**What you have to do:** Take the line with "Parque<br>España 6a. Sección</span>" and all lines after it, through the end of the records below, and repeat them exactly.

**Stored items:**
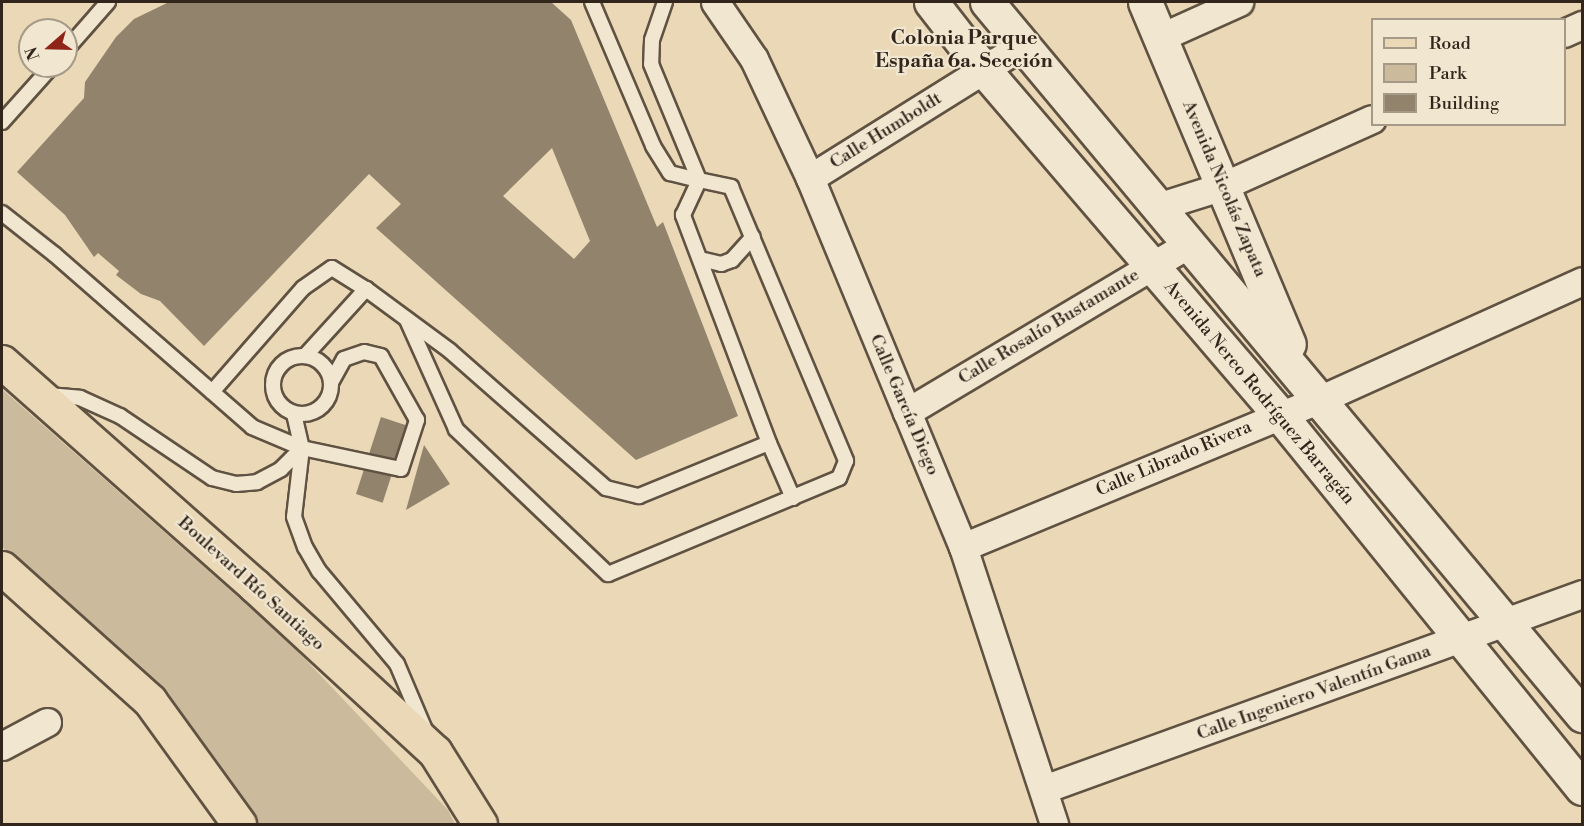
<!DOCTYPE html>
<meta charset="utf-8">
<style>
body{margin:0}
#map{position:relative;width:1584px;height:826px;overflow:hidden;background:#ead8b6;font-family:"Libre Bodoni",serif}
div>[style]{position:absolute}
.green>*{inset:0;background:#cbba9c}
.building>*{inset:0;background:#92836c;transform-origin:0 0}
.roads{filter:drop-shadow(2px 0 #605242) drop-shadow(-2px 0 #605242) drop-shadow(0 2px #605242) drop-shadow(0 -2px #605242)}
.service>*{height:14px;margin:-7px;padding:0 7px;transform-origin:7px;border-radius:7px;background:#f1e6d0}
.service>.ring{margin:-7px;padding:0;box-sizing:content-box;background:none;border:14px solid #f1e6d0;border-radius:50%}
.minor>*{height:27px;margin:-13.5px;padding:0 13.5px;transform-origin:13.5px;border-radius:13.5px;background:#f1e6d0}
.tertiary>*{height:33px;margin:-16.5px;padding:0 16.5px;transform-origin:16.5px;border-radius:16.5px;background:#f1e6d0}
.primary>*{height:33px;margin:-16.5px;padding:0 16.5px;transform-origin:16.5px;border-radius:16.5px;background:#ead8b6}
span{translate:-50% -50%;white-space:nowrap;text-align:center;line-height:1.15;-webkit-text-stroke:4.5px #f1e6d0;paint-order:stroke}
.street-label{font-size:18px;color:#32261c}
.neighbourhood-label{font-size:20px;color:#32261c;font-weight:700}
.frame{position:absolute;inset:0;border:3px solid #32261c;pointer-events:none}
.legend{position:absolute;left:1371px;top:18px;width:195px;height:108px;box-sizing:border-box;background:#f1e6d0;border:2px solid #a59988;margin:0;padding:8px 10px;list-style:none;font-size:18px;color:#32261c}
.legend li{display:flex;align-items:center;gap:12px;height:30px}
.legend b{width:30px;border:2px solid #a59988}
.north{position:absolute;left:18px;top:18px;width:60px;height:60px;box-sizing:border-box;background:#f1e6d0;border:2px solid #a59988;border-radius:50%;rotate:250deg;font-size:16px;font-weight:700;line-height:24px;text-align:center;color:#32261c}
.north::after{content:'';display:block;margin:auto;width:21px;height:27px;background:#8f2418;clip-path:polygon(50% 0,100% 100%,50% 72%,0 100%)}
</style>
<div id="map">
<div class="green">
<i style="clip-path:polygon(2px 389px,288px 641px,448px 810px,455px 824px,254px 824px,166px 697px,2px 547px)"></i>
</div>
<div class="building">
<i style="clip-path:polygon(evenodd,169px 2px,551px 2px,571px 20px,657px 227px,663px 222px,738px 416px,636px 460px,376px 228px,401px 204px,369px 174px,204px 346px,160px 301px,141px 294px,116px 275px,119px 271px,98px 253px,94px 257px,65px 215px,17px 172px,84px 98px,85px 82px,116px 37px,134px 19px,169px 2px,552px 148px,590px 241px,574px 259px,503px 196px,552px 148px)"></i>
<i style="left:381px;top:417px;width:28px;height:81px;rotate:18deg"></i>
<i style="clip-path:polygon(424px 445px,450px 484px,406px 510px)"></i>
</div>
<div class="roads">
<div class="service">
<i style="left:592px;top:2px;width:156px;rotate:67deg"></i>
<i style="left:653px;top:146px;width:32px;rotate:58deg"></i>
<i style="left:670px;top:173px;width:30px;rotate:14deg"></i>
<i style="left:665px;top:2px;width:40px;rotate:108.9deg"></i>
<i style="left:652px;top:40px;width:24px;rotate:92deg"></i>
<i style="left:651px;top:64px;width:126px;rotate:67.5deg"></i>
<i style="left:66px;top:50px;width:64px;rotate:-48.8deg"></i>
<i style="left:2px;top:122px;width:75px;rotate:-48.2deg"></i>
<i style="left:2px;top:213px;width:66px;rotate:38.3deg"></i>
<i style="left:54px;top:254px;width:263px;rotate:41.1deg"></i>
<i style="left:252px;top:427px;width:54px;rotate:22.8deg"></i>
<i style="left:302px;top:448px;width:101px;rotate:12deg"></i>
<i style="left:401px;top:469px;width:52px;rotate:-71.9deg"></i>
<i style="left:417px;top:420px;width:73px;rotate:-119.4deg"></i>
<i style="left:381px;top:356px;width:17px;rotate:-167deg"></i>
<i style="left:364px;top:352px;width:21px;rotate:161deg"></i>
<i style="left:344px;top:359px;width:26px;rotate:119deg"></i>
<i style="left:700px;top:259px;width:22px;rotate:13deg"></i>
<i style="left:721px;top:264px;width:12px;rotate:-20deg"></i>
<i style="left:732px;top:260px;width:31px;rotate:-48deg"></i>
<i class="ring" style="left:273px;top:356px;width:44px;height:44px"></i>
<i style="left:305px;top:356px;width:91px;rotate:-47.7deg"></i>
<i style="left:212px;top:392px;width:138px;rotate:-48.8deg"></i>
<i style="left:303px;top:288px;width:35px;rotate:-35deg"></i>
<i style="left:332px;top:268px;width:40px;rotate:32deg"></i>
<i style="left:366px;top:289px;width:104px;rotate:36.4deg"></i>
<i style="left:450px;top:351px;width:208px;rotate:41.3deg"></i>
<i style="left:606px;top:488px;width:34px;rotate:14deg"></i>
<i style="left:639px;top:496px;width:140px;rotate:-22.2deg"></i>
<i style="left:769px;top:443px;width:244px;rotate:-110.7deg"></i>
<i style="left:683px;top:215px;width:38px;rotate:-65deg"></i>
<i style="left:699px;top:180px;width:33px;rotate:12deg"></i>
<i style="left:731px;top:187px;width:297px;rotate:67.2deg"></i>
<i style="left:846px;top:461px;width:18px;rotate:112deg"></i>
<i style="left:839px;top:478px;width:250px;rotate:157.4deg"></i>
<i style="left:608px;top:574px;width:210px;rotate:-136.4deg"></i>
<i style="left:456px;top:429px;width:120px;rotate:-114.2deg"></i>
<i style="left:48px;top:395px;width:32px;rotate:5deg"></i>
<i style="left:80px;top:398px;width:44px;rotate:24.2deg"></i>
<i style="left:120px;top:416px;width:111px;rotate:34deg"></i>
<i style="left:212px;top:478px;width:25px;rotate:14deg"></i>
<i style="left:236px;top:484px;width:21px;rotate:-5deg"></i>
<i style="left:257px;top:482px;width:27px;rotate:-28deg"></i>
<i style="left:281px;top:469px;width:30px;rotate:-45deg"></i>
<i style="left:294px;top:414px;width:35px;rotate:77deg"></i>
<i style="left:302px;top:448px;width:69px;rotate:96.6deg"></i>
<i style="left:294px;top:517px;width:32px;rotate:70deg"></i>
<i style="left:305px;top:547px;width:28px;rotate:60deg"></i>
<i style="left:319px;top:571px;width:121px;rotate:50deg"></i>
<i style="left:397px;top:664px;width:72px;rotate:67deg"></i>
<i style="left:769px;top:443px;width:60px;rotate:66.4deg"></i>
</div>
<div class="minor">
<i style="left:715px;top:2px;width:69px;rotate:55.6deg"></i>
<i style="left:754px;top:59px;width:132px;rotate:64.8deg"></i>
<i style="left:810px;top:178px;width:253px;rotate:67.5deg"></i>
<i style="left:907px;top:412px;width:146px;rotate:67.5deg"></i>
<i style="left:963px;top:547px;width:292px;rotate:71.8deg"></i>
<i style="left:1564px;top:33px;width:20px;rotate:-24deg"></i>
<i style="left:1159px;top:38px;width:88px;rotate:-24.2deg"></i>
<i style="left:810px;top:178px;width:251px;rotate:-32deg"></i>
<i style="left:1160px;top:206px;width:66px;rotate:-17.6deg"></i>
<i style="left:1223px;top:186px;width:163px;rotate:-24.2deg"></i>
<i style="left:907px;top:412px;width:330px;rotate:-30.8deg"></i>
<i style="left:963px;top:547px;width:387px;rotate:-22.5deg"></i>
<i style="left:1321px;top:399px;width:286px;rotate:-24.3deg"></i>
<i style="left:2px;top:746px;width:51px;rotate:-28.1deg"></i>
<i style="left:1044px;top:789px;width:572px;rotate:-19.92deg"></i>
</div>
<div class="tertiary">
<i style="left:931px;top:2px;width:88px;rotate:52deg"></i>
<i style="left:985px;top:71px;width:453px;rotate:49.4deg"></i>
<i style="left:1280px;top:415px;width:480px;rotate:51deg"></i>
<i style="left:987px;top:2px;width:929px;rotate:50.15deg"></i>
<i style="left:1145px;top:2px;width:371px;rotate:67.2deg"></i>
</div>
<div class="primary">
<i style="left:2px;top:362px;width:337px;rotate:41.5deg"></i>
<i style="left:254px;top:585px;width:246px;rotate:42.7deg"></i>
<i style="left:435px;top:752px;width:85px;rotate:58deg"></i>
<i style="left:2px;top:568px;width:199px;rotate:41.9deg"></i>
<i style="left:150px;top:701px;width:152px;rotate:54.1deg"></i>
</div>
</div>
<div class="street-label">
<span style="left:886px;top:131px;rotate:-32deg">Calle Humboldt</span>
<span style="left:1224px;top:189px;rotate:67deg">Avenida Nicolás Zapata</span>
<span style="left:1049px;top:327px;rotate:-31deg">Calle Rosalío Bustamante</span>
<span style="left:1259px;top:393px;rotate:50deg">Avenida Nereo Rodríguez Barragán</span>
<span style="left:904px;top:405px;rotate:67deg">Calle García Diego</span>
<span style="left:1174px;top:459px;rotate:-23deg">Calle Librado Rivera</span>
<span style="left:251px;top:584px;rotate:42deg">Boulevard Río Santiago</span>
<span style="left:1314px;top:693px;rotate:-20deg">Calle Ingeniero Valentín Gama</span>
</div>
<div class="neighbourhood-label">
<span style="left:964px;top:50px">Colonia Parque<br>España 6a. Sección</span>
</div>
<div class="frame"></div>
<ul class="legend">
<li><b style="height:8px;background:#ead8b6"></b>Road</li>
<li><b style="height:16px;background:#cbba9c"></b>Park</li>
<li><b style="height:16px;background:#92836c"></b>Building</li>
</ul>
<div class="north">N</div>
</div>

**Written response:**
<span style="left:964px;top:50px">Colonia Parque<br>España 6a. Sección</span>
</div>
<div class="frame"></div>
<ul class="legend">
<li><b style="height:8px;background:#ead8b6"></b>Road</li>
<li><b style="height:16px;background:#cbba9c"></b>Park</li>
<li><b style="height:16px;background:#92836c"></b>Building</li>
</ul>
<div class="north">N</div>
</div>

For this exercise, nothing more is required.